WHAT YOU NEED TO DO:
Bring together copies of the lines in the data below that contain the word "Lane".

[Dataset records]
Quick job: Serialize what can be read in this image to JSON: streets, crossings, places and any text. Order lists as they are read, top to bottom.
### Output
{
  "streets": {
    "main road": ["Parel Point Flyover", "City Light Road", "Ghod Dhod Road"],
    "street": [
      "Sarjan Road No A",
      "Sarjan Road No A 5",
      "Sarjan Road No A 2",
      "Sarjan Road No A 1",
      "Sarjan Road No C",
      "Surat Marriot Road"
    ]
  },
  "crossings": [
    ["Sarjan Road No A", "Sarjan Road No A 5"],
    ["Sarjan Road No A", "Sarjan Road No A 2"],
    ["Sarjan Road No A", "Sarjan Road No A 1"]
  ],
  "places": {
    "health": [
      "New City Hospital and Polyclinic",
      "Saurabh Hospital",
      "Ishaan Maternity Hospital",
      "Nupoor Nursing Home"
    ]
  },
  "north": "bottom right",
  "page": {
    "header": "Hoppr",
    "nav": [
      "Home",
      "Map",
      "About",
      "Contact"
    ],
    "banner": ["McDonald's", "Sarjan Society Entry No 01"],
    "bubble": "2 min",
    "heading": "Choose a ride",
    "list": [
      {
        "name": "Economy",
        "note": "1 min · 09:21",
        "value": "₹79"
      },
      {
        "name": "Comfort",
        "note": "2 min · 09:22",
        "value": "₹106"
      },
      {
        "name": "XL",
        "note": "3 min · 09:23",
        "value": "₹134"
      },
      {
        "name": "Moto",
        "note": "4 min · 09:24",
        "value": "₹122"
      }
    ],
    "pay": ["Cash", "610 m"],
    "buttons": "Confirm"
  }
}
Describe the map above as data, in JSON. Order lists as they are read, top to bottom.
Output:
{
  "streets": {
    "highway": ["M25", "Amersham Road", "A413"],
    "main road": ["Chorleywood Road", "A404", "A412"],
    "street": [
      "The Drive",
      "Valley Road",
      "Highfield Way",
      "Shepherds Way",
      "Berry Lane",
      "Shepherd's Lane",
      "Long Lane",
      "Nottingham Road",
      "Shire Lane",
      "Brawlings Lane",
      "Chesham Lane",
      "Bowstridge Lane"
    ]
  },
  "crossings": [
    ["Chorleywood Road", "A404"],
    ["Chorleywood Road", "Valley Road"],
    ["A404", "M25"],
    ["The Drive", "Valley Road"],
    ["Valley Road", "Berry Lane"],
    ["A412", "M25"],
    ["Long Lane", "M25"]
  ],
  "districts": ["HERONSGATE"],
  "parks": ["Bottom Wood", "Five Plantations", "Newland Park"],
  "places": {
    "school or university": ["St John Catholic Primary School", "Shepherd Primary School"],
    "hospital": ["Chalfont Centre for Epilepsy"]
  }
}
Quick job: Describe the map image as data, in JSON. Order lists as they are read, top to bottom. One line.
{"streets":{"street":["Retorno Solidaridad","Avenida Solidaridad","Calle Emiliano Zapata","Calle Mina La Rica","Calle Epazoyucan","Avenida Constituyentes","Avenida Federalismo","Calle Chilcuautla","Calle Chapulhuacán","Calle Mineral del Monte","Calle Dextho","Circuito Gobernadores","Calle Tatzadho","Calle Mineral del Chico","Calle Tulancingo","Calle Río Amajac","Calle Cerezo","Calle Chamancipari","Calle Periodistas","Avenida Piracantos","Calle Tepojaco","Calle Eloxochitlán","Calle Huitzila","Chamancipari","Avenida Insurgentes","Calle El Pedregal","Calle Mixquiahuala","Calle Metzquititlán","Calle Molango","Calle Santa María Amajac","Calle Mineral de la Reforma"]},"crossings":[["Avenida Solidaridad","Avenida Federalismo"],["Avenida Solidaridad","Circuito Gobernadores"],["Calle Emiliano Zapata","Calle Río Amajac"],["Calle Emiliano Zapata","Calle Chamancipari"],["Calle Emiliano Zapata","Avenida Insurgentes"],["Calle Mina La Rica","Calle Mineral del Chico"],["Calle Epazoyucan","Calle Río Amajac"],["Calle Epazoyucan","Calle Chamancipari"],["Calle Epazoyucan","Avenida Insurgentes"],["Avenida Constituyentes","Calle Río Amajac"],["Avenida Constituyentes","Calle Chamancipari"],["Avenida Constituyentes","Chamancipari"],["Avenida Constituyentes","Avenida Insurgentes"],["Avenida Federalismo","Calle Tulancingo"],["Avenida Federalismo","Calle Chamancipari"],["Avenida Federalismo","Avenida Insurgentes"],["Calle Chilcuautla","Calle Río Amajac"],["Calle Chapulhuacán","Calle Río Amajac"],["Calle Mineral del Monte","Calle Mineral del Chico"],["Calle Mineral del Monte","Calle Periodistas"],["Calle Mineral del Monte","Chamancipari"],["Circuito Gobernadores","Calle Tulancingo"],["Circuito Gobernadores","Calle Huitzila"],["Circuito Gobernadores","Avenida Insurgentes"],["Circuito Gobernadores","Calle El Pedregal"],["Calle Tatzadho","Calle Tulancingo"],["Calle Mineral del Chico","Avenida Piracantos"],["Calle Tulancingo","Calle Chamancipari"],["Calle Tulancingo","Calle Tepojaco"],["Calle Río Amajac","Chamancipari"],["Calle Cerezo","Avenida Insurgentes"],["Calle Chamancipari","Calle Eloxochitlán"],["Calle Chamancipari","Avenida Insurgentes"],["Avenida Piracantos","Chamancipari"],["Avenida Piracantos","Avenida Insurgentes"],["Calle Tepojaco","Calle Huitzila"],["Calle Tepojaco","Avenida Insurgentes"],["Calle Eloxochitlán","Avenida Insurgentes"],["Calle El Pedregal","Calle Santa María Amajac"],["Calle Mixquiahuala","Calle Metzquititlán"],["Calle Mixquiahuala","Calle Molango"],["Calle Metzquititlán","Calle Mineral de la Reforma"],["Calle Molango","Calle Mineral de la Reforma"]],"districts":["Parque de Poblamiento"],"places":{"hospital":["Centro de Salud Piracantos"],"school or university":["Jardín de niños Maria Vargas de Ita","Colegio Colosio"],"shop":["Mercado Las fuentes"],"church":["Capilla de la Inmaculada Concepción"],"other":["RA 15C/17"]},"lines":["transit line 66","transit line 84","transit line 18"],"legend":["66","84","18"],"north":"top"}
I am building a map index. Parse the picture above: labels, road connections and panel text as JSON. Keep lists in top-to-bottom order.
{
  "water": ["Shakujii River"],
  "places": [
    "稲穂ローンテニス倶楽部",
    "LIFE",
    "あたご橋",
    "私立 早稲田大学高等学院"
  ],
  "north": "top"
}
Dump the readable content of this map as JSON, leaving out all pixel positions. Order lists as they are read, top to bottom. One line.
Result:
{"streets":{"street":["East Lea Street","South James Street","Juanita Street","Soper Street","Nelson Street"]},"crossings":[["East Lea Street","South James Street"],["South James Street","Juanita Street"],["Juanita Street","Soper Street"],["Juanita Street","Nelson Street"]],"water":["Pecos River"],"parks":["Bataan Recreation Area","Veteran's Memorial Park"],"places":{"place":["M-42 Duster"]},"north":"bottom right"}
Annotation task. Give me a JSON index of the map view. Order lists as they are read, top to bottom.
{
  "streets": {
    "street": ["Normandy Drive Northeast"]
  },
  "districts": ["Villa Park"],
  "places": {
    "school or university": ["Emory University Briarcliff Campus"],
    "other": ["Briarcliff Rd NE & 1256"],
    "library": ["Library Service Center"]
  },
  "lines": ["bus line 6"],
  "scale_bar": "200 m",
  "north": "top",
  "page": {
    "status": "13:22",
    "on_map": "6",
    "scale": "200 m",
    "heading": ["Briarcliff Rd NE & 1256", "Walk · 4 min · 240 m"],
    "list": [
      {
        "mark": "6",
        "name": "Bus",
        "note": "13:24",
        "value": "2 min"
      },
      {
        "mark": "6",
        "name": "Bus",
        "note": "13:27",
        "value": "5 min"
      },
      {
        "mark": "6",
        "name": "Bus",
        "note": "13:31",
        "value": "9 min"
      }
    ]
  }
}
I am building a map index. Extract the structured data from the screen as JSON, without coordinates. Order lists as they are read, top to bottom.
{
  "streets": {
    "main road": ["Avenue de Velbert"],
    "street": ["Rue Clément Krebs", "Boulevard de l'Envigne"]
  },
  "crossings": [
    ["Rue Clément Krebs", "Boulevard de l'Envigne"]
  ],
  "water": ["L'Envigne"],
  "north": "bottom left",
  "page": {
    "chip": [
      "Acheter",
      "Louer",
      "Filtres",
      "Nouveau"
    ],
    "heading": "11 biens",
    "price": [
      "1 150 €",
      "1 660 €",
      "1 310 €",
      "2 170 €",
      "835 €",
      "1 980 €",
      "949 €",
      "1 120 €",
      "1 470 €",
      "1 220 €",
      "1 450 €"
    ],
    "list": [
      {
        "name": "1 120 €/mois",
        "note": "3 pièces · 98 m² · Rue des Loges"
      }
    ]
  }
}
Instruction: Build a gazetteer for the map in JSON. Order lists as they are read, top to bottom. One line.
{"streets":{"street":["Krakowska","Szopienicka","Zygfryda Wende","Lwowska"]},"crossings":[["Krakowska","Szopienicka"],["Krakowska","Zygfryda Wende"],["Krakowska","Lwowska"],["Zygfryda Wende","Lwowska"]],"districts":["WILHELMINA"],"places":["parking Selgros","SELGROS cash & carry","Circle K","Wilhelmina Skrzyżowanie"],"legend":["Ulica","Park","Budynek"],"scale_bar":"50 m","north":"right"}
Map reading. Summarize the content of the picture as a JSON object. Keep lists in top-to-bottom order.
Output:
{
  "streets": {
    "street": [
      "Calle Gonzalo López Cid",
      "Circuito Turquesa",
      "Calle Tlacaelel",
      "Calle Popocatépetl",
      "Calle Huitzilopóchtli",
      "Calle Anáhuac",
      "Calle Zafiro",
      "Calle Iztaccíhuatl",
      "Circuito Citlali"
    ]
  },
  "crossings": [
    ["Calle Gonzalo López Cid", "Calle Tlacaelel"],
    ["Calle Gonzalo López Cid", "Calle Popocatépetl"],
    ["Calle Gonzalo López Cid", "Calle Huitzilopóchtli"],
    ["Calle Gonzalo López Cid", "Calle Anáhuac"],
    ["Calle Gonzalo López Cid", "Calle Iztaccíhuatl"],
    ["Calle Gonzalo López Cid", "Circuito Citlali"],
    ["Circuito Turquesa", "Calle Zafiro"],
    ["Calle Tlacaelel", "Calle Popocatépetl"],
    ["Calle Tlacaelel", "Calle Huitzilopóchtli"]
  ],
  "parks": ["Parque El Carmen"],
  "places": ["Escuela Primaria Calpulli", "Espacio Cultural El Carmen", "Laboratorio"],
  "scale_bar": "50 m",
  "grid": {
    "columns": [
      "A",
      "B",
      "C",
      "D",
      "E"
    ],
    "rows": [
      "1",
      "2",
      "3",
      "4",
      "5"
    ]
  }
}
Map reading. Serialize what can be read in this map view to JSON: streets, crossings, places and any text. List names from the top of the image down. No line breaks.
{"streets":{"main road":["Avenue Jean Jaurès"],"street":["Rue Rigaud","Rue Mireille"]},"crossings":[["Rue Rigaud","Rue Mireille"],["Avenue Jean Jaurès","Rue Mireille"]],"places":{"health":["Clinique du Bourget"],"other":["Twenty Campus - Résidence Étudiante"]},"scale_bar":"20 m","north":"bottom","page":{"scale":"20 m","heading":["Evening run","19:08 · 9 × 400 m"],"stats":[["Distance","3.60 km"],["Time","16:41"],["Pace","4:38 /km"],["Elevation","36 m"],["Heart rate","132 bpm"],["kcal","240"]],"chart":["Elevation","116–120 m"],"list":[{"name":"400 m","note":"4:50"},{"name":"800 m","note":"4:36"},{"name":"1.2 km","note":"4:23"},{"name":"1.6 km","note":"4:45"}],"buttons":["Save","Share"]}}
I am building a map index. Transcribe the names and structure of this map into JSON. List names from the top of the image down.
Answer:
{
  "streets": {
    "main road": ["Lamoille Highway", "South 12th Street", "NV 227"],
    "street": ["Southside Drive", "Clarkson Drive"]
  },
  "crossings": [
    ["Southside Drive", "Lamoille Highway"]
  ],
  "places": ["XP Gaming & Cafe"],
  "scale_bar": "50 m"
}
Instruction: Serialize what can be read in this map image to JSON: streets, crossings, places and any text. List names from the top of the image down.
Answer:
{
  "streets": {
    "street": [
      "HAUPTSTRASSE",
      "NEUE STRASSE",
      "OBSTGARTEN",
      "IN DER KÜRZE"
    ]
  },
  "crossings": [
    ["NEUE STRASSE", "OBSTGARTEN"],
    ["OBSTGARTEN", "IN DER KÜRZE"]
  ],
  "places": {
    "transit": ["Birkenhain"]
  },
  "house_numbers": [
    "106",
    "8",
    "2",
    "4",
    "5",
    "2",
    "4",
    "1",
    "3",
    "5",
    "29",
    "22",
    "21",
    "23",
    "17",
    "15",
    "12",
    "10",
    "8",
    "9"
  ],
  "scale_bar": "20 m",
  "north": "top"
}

RESPONSE TO THE TASK:
      "Berry Lane",
      "Shepherd's Lane",
      "Long Lane",
      "Shire Lane",
      "Brawlings Lane",
      "Chesham Lane",
      "Bowstridge Lane"
    ["Valley Road", "Berry Lane"],
    ["Long Lane", "M25"]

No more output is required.